Trending: The Touch Era of Acquisitions Begins

Originally published on Pandodaily on July 22, 2012

Does anyone else find it interesting that two of our most engineering-centric technology companies just bought an email client and a news reader last week? I mean, aren’t Google and Facebook just stuffed with engineers who could jam these products out in their sleep? Don’t get me wrong, both Sparrow and Acrylic  have good products and I’m sure great product teams that will add value to the respective acquirers. What makes these purchases interesting to me is that I’m just enough of a gray beard now that when I see incumbents acquiring basic service product teams, it reminds me of prior acquisition sprees.

As far as I’m concerned, the Web 2.0 acquisition binge began when Yahoo acquired email and news reader vendor Oddpost, which was run by Automattic’s CEO Toni Schneider. For those of you who don’t remember, Yahoo was a little freaked out in 2004 because Google had launched Gmail with a ton of free storage and a massively better user experience than their Yahoo mail service. Oddpost had a slick AJAX email browser app, and Yahoo was (at the time) smart enough to know that they would lose customers to the better user experience and needed folks who understood how to build products for this “Web 2.0” user experience.
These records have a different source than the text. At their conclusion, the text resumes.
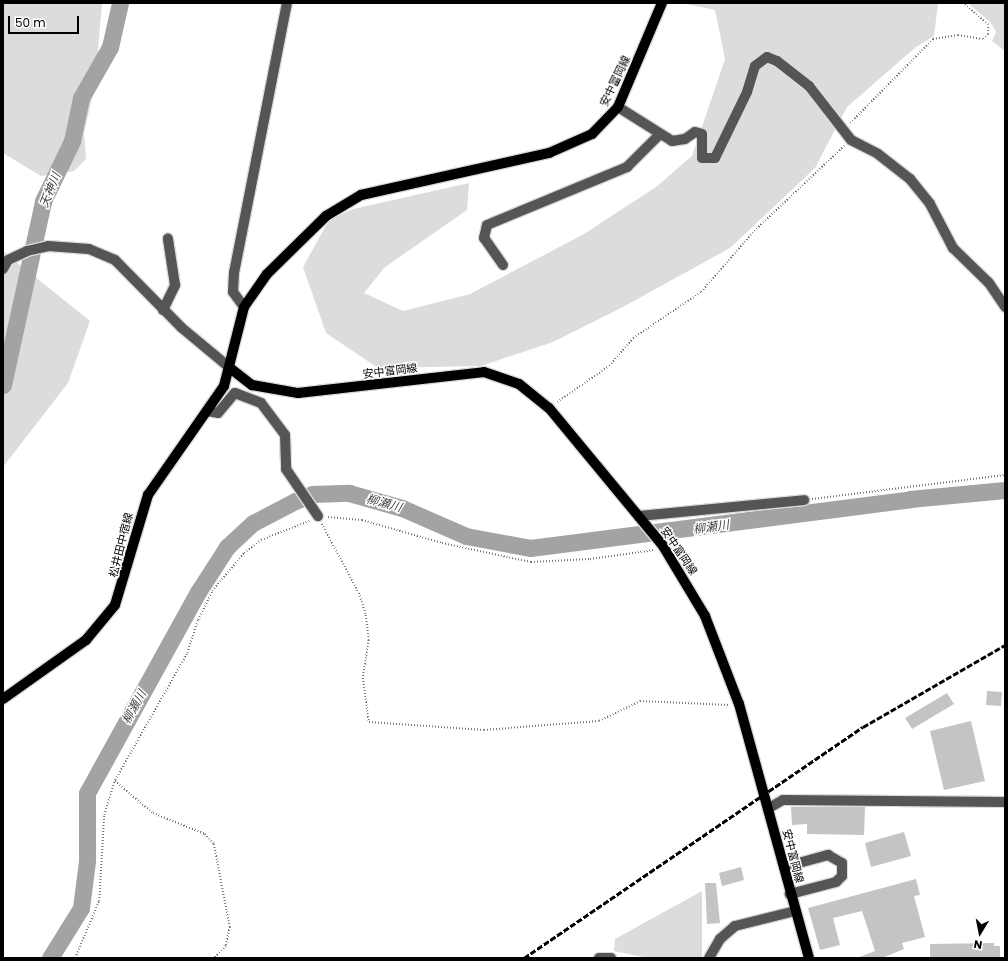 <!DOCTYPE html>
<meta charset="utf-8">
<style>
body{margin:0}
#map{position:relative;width:1008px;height:961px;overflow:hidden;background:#fff;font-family:Poppins,"Noto Sans JP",sans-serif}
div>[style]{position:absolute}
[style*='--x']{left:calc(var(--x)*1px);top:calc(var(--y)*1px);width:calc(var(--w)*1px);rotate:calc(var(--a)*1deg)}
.green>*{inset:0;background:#dcdcdc}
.river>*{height:17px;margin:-8.5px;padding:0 8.5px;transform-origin:8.5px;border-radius:8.5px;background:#a3a3a3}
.building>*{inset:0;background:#c4c4c4}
.path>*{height:1.5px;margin-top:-0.75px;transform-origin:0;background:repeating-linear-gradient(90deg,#777 0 1px,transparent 0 3px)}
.roads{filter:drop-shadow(1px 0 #dbdbdb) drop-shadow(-1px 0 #dbdbdb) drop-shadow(0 1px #dbdbdb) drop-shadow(0 -1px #dbdbdb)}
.minor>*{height:10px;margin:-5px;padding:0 5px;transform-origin:5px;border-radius:5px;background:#555}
.major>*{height:10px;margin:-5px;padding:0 5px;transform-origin:5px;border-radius:5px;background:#000}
.rail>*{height:3px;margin-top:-1.5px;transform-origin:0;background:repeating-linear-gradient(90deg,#000 0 6px,transparent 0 8px)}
span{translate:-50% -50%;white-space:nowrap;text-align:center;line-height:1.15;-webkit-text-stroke:3px #fff;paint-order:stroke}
.street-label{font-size:11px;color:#000}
.water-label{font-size:12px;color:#444;font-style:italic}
.frame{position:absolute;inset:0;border:4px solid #000;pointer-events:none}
.north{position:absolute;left:960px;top:913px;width:40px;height:40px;-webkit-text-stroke:3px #fff;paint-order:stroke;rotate:190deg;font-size:11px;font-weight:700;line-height:16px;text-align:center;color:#000}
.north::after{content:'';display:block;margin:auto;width:14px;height:18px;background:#000;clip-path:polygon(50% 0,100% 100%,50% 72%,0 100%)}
.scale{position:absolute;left:8px;top:16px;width:71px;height:18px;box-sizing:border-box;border:2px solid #000;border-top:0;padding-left:5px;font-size:12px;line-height:14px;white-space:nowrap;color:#000;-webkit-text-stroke:3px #fff;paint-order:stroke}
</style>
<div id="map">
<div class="green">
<i style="clip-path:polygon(3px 3px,102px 3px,95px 85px,84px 133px,86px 159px,74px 171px,41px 176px,3px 153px)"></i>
<i style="clip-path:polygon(682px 3px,938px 4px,934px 36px,916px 47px,847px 107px,815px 168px,730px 248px,621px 308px,553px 342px,481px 366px,378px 368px,326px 333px,303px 267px,329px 220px,353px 209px,469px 183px,467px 210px,385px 267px,364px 293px,403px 311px,470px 294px,584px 234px,656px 187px,692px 156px,725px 59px,715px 10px)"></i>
<i style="clip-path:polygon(968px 3px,1005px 3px,1005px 51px,992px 41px,996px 32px,991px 23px)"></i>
<i style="clip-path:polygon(3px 251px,90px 321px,68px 383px,3px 467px)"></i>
<i style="clip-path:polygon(702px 891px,702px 958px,648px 958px,614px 951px,615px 939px)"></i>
</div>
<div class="river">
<i style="--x:3;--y:385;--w:188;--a:-77.7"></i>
<i style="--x:43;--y:201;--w:67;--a:-64.2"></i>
<i style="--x:72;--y:141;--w:44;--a:-78.2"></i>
<i style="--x:81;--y:98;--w:59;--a:-60.4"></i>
<i style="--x:110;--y:47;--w:45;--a:-77.2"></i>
<i style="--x:50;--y:958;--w:59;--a:-58.2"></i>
<i style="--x:81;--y:908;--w:47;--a:-82.7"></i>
<i style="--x:87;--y:861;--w:68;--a:-90"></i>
<i style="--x:87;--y:793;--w:230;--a:-61.1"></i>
<i style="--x:198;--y:592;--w:54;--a:-57.2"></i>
<i style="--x:227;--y:547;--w:35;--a:-43"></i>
<i style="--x:253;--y:523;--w:47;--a:-27.6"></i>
<i style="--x:295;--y:501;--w:18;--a:-22"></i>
<i style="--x:312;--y:494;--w:37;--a:-2"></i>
<i style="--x:349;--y:493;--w:55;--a:15.8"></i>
<i style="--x:402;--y:508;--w:70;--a:23.6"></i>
<i style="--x:466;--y:536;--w:65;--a:10.6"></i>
<i style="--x:530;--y:548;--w:383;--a:-7.3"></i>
<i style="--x:910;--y:499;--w:95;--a:-5.4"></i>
</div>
<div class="building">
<i style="clip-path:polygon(987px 691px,1002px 692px,1001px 706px,986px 705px)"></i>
<i style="clip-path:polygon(947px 693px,954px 704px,912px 729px,905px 718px)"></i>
<i style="clip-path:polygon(971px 721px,985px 781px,944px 790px,930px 731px)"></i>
<i style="clip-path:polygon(791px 807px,865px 807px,864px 835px,807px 834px,807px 824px,792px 825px)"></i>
<i style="clip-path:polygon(904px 832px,911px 856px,871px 867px,865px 843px)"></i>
<i style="clip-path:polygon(741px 867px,744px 880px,722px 886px,719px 873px)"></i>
<i style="clip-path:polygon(916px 879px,920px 895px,914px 896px,925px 937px,902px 943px,904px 949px,882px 958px,857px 958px,875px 951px,862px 911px,833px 918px,840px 945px,820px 950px,808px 908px)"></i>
<i style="clip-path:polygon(705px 883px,716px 883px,720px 923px,707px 924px)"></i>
<i style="clip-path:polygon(994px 943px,994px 946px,1000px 946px,1000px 958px,930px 957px,930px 944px)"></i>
</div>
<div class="path">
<i style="--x:850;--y:123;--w:118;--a:-45.3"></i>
<i style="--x:933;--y:39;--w:25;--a:-9"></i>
<i style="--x:958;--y:35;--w:25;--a:9"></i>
<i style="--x:983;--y:39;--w:7;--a:-45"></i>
<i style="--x:988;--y:34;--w:9;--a:-90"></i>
<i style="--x:988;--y:25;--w:33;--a:-139"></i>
<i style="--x:557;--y:402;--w:63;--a:-34.7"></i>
<i style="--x:609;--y:366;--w:37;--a:-49"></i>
<i style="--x:633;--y:338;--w:82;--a:-34.1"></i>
<i style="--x:701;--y:292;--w:81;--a:-49"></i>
<i style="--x:754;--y:231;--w:124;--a:-43.4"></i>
<i style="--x:812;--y:499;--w:194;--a:-7.1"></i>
<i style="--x:328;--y:517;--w:34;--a:5"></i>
<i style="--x:362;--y:520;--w:83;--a:16"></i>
<i style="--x:442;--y:543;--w:91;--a:12.1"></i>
<i style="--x:531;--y:562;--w:59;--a:-2.9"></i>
<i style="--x:590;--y:559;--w:65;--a:-8"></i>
<i style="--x:322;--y:524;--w:78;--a:61.8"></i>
<i style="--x:359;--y:593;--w:23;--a:72"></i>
<i style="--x:366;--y:615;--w:25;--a:83"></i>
<i style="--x:369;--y:640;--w:38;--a:99"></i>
<i style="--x:363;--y:678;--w:44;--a:82.2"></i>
<i style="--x:369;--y:722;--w:115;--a:4"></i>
<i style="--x:484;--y:730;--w:115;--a:-4.5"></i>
<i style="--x:599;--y:721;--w:46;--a:-26"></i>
<i style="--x:640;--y:701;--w:89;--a:2.6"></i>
<i style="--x:115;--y:781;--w:50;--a:40.1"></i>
<i style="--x:153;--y:813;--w:56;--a:22"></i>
<i style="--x:205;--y:834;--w:13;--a:48"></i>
<i style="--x:214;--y:844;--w:85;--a:79.1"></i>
<i style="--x:230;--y:927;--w:19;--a:102"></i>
<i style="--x:226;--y:946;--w:16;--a:133"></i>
<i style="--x:75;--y:958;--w:62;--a:-67.2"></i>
<i style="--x:99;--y:901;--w:86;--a:-86.7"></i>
<i style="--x:104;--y:815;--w:37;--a:-73"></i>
<i style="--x:115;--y:780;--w:146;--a:-60.4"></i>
<i style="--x:187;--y:653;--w:35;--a:-72"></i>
<i style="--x:198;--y:620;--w:32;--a:-64"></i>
<i style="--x:212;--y:591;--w:50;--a:-49.9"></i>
<i style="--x:244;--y:553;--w:21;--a:-37"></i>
<i style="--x:261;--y:540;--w:52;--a:-21.6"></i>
</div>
<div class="roads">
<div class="minor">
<i style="--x:618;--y:107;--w:64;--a:32.2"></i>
<i style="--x:672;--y:141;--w:13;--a:-9"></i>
<i style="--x:685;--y:139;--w:12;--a:-35"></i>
<i style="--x:695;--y:132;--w:7;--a:16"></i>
<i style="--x:702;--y:134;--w:24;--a:90"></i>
<i style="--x:702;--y:158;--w:13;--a:0"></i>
<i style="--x:715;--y:158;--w:73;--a:-64.1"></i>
<i style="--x:747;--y:92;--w:27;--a:-73"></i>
<i style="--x:755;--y:66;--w:15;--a:-37"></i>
<i style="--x:767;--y:57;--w:11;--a:22"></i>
<i style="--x:777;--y:61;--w:41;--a:38"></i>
<i style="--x:809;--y:86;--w:68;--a:52.1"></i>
<i style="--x:851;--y:140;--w:30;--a:27"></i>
<i style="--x:878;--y:154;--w:41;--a:38"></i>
<i style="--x:910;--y:179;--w:32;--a:51"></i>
<i style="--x:930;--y:204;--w:50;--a:62.4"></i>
<i style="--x:953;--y:248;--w:50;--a:44.2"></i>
<i style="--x:989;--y:283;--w:29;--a:56"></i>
<i style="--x:503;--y:265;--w:33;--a:-125"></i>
<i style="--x:484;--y:238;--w:13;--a:-77"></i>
<i style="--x:487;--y:225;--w:152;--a:-22.5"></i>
<i style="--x:627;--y:167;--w:45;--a:-45"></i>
<i style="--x:3;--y:269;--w:10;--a:-61"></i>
<i style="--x:8;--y:260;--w:21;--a:-25"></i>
<i style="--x:27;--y:251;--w:22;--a:-13"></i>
<i style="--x:48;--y:246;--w:41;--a:4.2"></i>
<i style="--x:89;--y:249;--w:28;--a:23"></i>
<i style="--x:115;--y:260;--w:95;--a:45.4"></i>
<i style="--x:182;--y:328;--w:62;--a:39.8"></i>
<i style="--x:244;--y:307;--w:19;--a:-126"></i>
<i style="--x:233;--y:292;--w:19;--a:-87"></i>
<i style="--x:234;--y:273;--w:275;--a:-78.9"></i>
<i style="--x:163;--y:310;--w:28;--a:-64"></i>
<i style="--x:175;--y:285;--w:47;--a:-98.7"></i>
<i style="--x:207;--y:411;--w:11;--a:10"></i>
<i style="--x:218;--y:413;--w:26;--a:-50"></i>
<i style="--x:235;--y:393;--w:28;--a:21"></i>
<i style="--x:261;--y:403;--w:40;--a:53"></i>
<i style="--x:285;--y:435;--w:34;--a:88"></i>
<i style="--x:286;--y:469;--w:57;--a:55.8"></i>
<i style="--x:639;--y:516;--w:166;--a:-5.5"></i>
<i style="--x:769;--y:808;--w:16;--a:-30"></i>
<i style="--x:783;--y:800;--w:222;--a:0.5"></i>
<i style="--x:784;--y:867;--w:46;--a:-15.3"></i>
<i style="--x:828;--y:855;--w:16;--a:30"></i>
<i style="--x:842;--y:863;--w:13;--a:90"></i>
<i style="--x:842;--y:876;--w:8;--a:135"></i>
<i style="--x:836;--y:882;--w:48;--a:165.4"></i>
<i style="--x:599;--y:958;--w:12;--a:0"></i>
<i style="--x:709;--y:958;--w:22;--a:-60"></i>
<i style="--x:720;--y:939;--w:20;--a:-41"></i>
<i style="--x:735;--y:926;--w:62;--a:-14"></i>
</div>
<div class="major">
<i style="--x:230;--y:368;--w:28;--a:38"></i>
<i style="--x:252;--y:385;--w:47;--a:9.9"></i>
<i style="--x:298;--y:393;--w:187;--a:-6.4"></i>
<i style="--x:484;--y:372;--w:37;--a:19"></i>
<i style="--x:519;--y:384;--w:38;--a:39"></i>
<i style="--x:549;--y:408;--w:179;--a:50.4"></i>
<i style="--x:663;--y:546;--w:82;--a:59"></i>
<i style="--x:705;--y:616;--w:94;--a:68.9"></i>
<i style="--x:739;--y:704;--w:263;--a:74.6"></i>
<i style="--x:3;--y:699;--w:102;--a:-35.4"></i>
<i style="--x:86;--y:640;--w:45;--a:-50.4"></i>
<i style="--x:115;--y:605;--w:115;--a:-73.3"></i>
<i style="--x:148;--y:495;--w:133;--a:-55.1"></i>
<i style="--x:224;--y:386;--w:81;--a:-75.8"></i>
<i style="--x:244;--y:307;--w:40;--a:-55.1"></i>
<i style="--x:267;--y:274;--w:83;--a:-44.5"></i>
<i style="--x:326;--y:216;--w:41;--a:-31"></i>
<i style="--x:361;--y:195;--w:193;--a:-12.6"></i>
<i style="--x:549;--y:153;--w:47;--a:-23.8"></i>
<i style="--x:592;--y:134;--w:37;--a:-46"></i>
<i style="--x:618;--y:107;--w:113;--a:-67.1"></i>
</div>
</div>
<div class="rail">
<i style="--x:524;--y:958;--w:410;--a:-34.3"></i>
<i style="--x:863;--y:727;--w:164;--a:-30"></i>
</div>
<div class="street-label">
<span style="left:615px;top:81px;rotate:-64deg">安中富岡線</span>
<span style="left:390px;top:371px;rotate:-7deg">安中富岡線</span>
<span style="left:121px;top:545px;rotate:-76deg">松井田中宿線</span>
<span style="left:679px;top:551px;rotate:56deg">安中富岡線</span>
<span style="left:793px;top:856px;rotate:76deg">安中富岡線</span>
</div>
<div class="water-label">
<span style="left:50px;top:190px;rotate:-68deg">天神川</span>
<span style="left:384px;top:503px;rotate:16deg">柳瀬川</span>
<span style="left:711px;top:527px;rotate:-8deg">柳瀬川</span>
<span style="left:134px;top:707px;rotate:-61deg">柳瀬川</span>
</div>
<div class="frame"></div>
<div class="north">N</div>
<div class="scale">50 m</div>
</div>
From that point to when Intuit bought Mint in 2009, incumbents kept buying start ups that threatened their core service with a better user experience in the browser.

So here we are again, major companies buying start ups who understand the emerging new platform that provides a better user experience. Turns out Meeker is right again and we are at the beginning of a “re-imagination of nearly everything powered by new devices” where a focus on connectivity (mobile & social) and, as always, beauty (the better touch navigation experience) will drive a lot of change in consumer behavior.

These basic service acquisitions, as well as the real starting gun moment of Facebook buying Instagram, feel like the beginning of the “touch era” of acquisitions. That’s when the deja vu kicks in for me, because it reminds me of Hotmail challenging Outlook, then Gmail challenging Yahoo Mail. New platforms (Browser, AJAX, and now Touch) provide challenges for incumbents, and start ups who build on new platform get bought up.